Tax Districts

Pretend you own a home.

This home is in a city. It is also in a school district. It is also in a fire district, water district, etc.

Illustration of tax districts
An example home with a selection of potential taxing entities

These districts are usually not geographically homogeneous. Kids who live in unincorporated areas still belong to the school district, water districts may span multiple cities, etc.

Normally each district would levy a property tax. The school district levies a 0.3% tax on all properties within the district, and the city levies a 0.5% tax on all properties within the city, etc. So if you owned a home within the city you would pay the city’s 0.5%, the school district’s 0.3%, etc. But if you owned a home outside the city you would not pay the city’s levy and your taxes would be 0.5% less.

In California the Pie is Fixed

California is not normal. California has prop 13. Prop 13 limits the total property tax that and be levied by all entities combined to 1%. Before prop 13 passed, the average total levy for a property in California was 2.67%. All properties are now taxed at 1%. Which means taxing entities can not levy tax across the whole district. Instead they are all now fighting for a piece of a fixed sized pool.

If you own a home outside of a city in California your property taxes are no longer less. Instead your 1% is divided up by fewer interests. The school district or the fire district may get a bigger portion.

On average in Santa Clara county, cities get 9% of the total and the county gets 12%. But there is significant variation.

The Board of Equalization divides the county into tax rate areas. Each area has the 1% tax divided differently.

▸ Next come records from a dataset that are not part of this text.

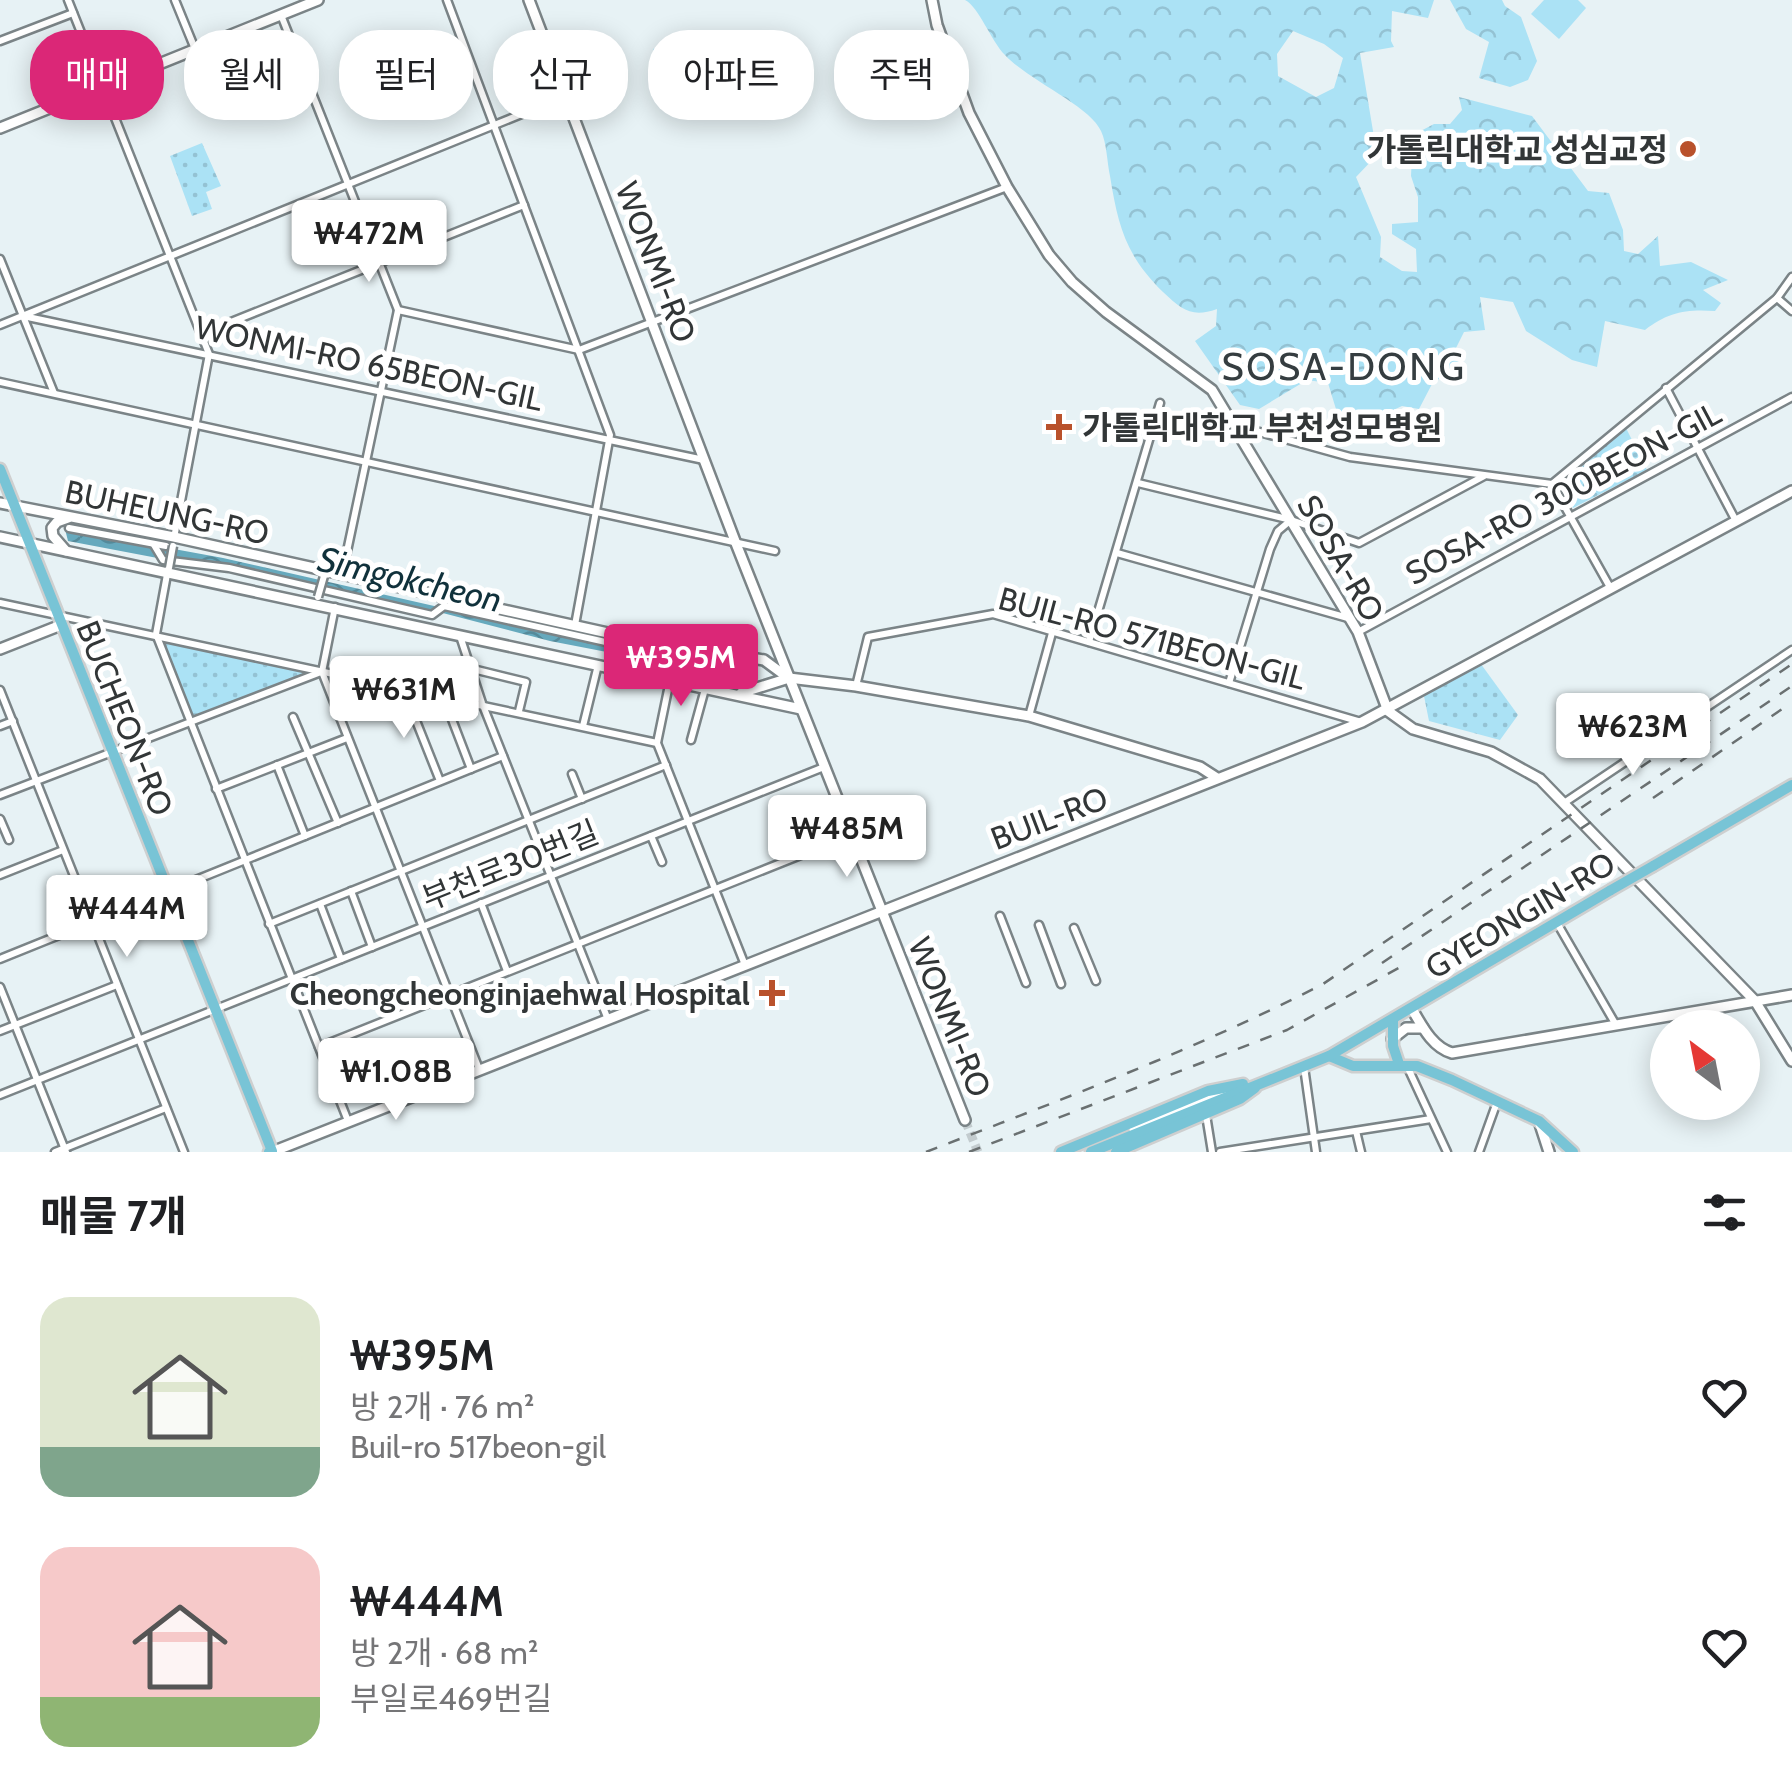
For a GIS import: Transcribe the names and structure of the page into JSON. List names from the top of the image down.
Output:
{
  "streets": {
    "main road": ["BUCHEON-RO", "GYEONGIN-RO"],
    "street": [
      "WONMI-RO",
      "WONMI-RO 65BEON-GIL",
      "SOSA-RO 300BEON-GIL",
      "BUHEUNG-RO",
      "SOSA-RO",
      "BUIL-RO 571BEON-GIL",
      "BUIL-RO",
      "부천로30번길"
    ]
  },
  "crossings": [
    ["WONMI-RO", "WONMI-RO 65BEON-GIL"],
    ["WONMI-RO", "BUHEUNG-RO"],
    ["WONMI-RO", "BUIL-RO"],
    ["WONMI-RO", "부천로30번길"],
    ["SOSA-RO 300BEON-GIL", "SOSA-RO"],
    ["BUHEUNG-RO", "BUIL-RO 571BEON-GIL"],
    ["BUHEUNG-RO", "BUCHEON-RO"],
    ["BUHEUNG-RO", "BUIL-RO"],
    ["SOSA-RO", "BUIL-RO"],
    ["BUIL-RO 571BEON-GIL", "BUIL-RO"],
    ["BUCHEON-RO", "BUIL-RO"],
    ["BUCHEON-RO", "부천로30번길"]
  ],
  "districts": ["SOSA-DONG"],
  "water": ["Simgokcheon"],
  "places": {
    "other": ["가톨릭대학교 성심교정"],
    "health": ["가톨릭대학교 부천성모병원", "Cheongcheonginjaehwal Hospital"]
  },
  "north": "top left",
  "page": {
    "chip": [
      "매매",
      "월세",
      "필터",
      "신규",
      "아파트",
      "주택"
    ],
    "price": [
      "₩472M",
      "₩395M",
      "₩631M",
      "₩623M",
      "₩485M",
      "₩444M",
      "₩1.08B"
    ],
    "heading": "매물 7개",
    "list": [
      {
        "name": "₩395M",
        "note": "방 2개 · 76 m² · Buil-ro 517beon-gil"
      },
      {
        "name": "₩444M",
        "note": "방 2개 · 68 m² · 부일로469번길"
      }
    ]
  }
}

Every District Takes a Slice

Let’s look at an example.

Here is each city’s share of the 1%

City's share of the 1% property tax
A cities portion of the 1% is based on the relative tax rates in 1979

And here is the county’s share.

Santa Clara County's share of the 1% property tax
City and County are only two of many taxing entities

Notice that in both maps the center of Mountain View has a lower share then the rest of the city. Let’s zoom in.

Part of downtown Mountain View where both the city's share and the county's share are lower

That is downtown. This part of the city has a special parking district. There is a levy on property owners in downtown to help pay for city-maintained parking lots. However, because the city cannot allocate more than the 1% property tax, the levy instead takes a little from everyone else. The 1% limit forces new levies to cannibalize revenue from existing levies.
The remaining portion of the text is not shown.